**Task input**.

★ ★ ★

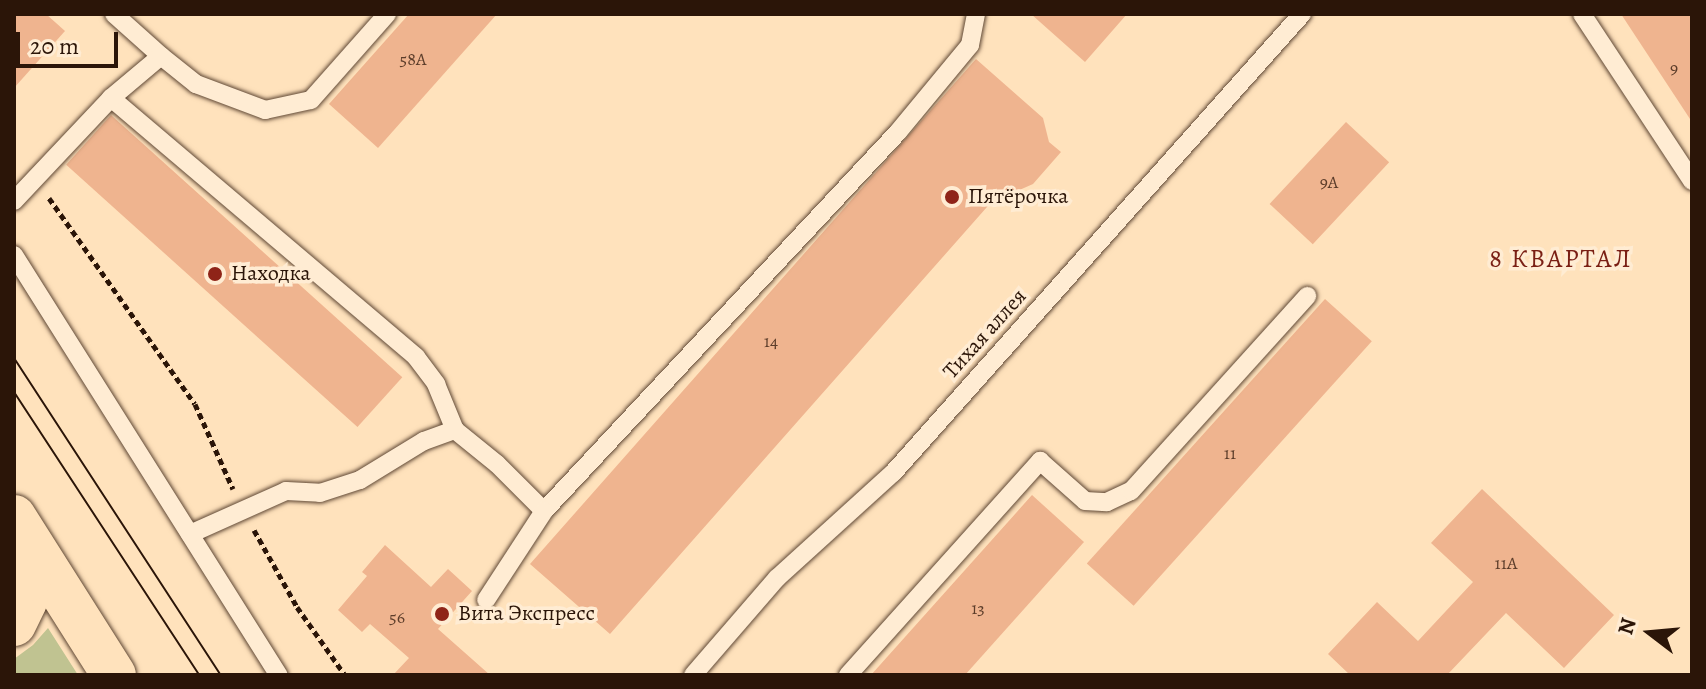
<!DOCTYPE html>
<html>
<head>
<meta charset="utf-8">
<style>
	body { margin:0 }
	#map { position:relative; width:1706px; height:689px; overflow:hidden; background:#ffe2bc; font-family:Alegreya,serif }
	div>[style] { position:absolute }
	.green>* { inset:0; background:#c0c391 }
	.building>* { inset:0; background:#efb48f; transform-origin:0 0 }
	.path>* { height:5px; margin-top:-2.5px; transform-origin:0; background:repeating-linear-gradient(90deg,#2b1508 0 6px,transparent 0 10px) }
	.roads { filter:drop-shadow(0 0 2px #604835) drop-shadow(0 0 2px #604835) }
	.service>* { height:18px; margin:-9px; padding:0 9px; transform-origin:9px; border-radius:9px; background:#ffecd3 }
	.primary>* { height:44px; margin:-22px; padding:0 22px; transform-origin:22px; border-radius:22px; background:#ffe2bc }
	.tram>* { height:2px; margin:-1px; padding:0 1px; transform-origin:1px; border-radius:1px; background:#2b1508 }
	.dots>* { width:22px; height:22px; translate:-50% -50%; box-sizing:border-box; border:4px solid #ffecd3; border-radius:50% }
	span { translate:-50% -50%; white-space:nowrap; text-align:center; line-height:1.15; -webkit-text-stroke:7px #ffecd3; paint-order:stroke }
	.number-label { font-size:18px; color:#5c3d2a }
	.number-label span { -webkit-text-stroke-width:0 }
	.poi-label { font-size:22px; color:#2b1508 }
	.left { translate:0 -50%; text-align:left }
	.street-label { font-size:22px; color:#2b1508 }
	.quarter-label { font-size:26px; color:#7a1f14; letter-spacing:2px }
	.frame { position:absolute; inset:0; border:16px solid #2b1508; pointer-events:none }
	.north { position:absolute; left:1610px; top:593px; width:80px; height:80px; -webkit-text-stroke:6px #ffecd3; paint-order:stroke; rotate:286deg; font-size:22px; font-weight:700; line-height:32px; text-align:center; color:#2b1508 }
	.north::after { content:''; display:block; margin:auto; width:28px; height:36px; background:#2b1508; clip-path:polygon(50% 0,100% 100%,50% 72%,0 100%) }
	.scale { position:absolute; left:16px; top:32px; width:102px; height:36px; box-sizing:border-box; border:4px solid #2b1508; border-top:0; padding-left:10px; font-size:24px; line-height:28px; white-space:nowrap; color:#2b1508; -webkit-text-stroke:6px #ffecd3; paint-order:stroke }
</style>
</head>
<body>
<div id="map">
	<div class="green">
		<i style="clip-path:polygon(48px 628px,78px 675px,14px 675px,14px 659px,33px 645px)"></i>
	</div>
	<div class="building">
		<i style="clip-path:polygon(14px 14px,46px 14px,65px 31px,14px 88px)"></i>
		<i style="clip-path:polygon(409px 14px,497px 14px,378px 148px,329px 104px)"></i>
		<i style="clip-path:polygon(1031px 14px,1127px 14px,1085px 62px)"></i>
		<i style="clip-path:polygon(1621px 14px,1692px 14px,1692px 122px)"></i>
		<i style="clip-path:polygon(976px 59px,1043px 118px,1049px 142px,1061px 152px,1033px 184px,1010px 194px,1002px 190px,610px 634px,530px 564px)"></i>
		<i style="left:111px;top:115px;width:392px;height:67px;rotate:42deg"></i>
		<i style="left:1346px;top:122px;width:59px;height:112px;rotate:43deg"></i>
		<i style="left:1325px;top:299px;width:63px;height:356px;rotate:42deg"></i>
		<i style="clip-path:polygon(1482px 489px,1614px 615px,1564px 668px,1506px 613px,1447px 675px,1350px 675px,1328px 654px,1377px 602px,1418px 641px,1473px 582px,1431px 543px)"></i>
		<i style="clip-path:polygon(1032px 495px,1084px 542px,965px 675px,871px 675px)"></i>
		<i style="clip-path:polygon(385px 545px,431px 587px,448px 569px,472px 591px,438px 629px,490px 675px,393px 675px,409px 658px,370px 624px,362px 632px,338px 610px,367px 576px,362px 572px)"></i>
	</div>
	<div class="path">
		<i style="left:49px;top:198px;width:252px;rotate:54.7deg"></i>
		<i style="left:195px;top:404px;width:93px;rotate:65.9deg"></i>
		<i style="left:254px;top:530px;width:88px;rotate:60.8deg"></i>
		<i style="left:297px;top:607px;width:83px;rotate:54.8deg"></i>
	</div>
	<div class="roads">
		<div class="service">
			<i style="left:114px;top:14px;width:63px;rotate:41.8deg"></i>
			<i style="left:1582px;top:14px;width:200px;rotate:56.6deg"></i>
			<i style="left:111px;top:98px;width:400px;rotate:40.3deg"></i>
			<i style="left:416px;top:357px;width:34px;rotate:53deg"></i>
			<i style="left:436px;top:384px;width:50px;rotate:67.6deg"></i>
			<i style="left:14px;top:201px;width:141px;rotate:-46.7deg"></i>
			<i style="left:111px;top:98px;width:65px;rotate:-40deg"></i>
			<i style="left:161px;top:56px;width:45px;rotate:38.7deg"></i>
			<i style="left:196px;top:84px;width:74px;rotate:20.6deg"></i>
			<i style="left:265px;top:110px;width:47px;rotate:-12.3deg"></i>
			<i style="left:311px;top:100px;width:115px;rotate:-48.5deg"></i>
			<i style="left:14px;top:255px;width:497px;rotate:57.8deg"></i>
			<i style="left:544px;top:511px;width:519px;rotate:-46.95deg"></i>
			<i style="left:898px;top:132px;width:113px;rotate:-50.4deg"></i>
			<i style="left:970px;top:45px;width:32px;rotate:-79deg"></i>
			<i style="left:190px;top:534px;width:105px;rotate:-24.1deg"></i>
			<i style="left:286px;top:491px;width:34px;rotate:3deg"></i>
			<i style="left:320px;top:493px;width:42px;rotate:-18deg"></i>
			<i style="left:360px;top:480px;width:75px;rotate:-31.4deg"></i>
			<i style="left:424px;top:441px;width:33px;rotate:-20deg"></i>
			<i style="left:455px;top:430px;width:54px;rotate:39deg"></i>
			<i style="left:497px;top:464px;width:66px;rotate:45deg"></i>
			<i style="left:544px;top:511px;width:106px;rotate:123.1deg"></i>
			<i style="left:693px;top:675px;width:128px;rotate:-49.1deg"></i>
			<i style="left:777px;top:578px;width:156px;rotate:-42.2deg"></i>
			<i style="left:893px;top:473px;width:615px;rotate:-48.3deg"></i>
			<i style="left:848px;top:675px;width:288px;rotate:-48.1deg"></i>
			<i style="left:1040px;top:461px;width:60px;rotate:41.6deg"></i>
			<i style="left:1085px;top:501px;width:22px;rotate:3deg"></i>
			<i style="left:1107px;top:502px;width:26px;rotate:-25deg"></i>
			<i style="left:1131px;top:491px;width:263px;rotate:-47.9deg"></i>
		</div>
		<div class="primary">
			<i style="left:14px;top:517px;width:187px;rotate:57.7deg"></i>
			<i style="left:14px;top:624px;width:25px;rotate:-64deg"></i>
			<i style="left:25px;top:601px;width:22px;rotate:-80deg"></i>
			<i style="left:29px;top:579px;width:46px;rotate:-101.3deg"></i>
		</div>
	</div>
	<div class="tram">
		<i style="left:14px;top:358px;width:379px;rotate:56.9deg"></i>
		<i style="left:14px;top:392px;width:338px;rotate:56.8deg"></i>
	</div>
	<div class="dots">
		<i style="left:952px;top:197px;background:#8f2418"></i>
		<i style="left:215px;top:274px;background:#8f2418"></i>
		<i style="left:442px;top:614px;background:#8f2418"></i>
	</div>
	<div class="number-label">
		<span style="left:413px;top:59px">58А</span>
		<span style="left:1674px;top:68px">9</span>
		<span style="left:1329px;top:182px">9А</span>
		<span style="left:771px;top:341px">14</span>
		<span style="left:1230px;top:453px">11</span>
		<span style="left:1506px;top:563px">11А</span>
		<span style="left:978px;top:608px">13</span>
		<span style="left:397px;top:617px">56</span>
	</div>
	<div class="poi-label">
		<span class="left" style="left:968px;top:197px">Пятёрочка</span>
		<span class="left" style="left:231px;top:274px">Находка</span>
		<span class="left" style="left:458px;top:614px">Вита Экспресс</span>
	</div>
	<div class="street-label">
		<span style="left:985px;top:334px;rotate:-48deg">Тихая аллея</span>
	</div>
	<div class="quarter-label">
		<span style="left:1561px;top:259px">8 КВАРТАЛ</span>
	</div>
	<div class="frame"></div>
	<div class="north">N</div>
	<div class="scale">20 m</div>
</div>
</body>
</html>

★ ★ ★

**Task directions**.
Both ends included, copy word for word the lines from the top of the entries above through the line with "height:5px; margin-top:-2.5px; transform-origin:0;". No pictures.

**Worked solution**.
<!DOCTYPE html>
<html>
<head>
<meta charset="utf-8">
<style>
	body { margin:0 }
	#map { position:relative; width:1706px; height:689px; overflow:hidden; background:#ffe2bc; font-family:Alegreya,serif }
	div>[style] { position:absolute }
	.green>* { inset:0; background:#c0c391 }
	.building>* { inset:0; background:#efb48f; transform-origin:0 0 }
	.path>* { height:5px; margin-top:-2.5px; transform-origin:0; background:repeating-linear-gradient(90deg,#2b1508 0 6px,transparent 0 10px) }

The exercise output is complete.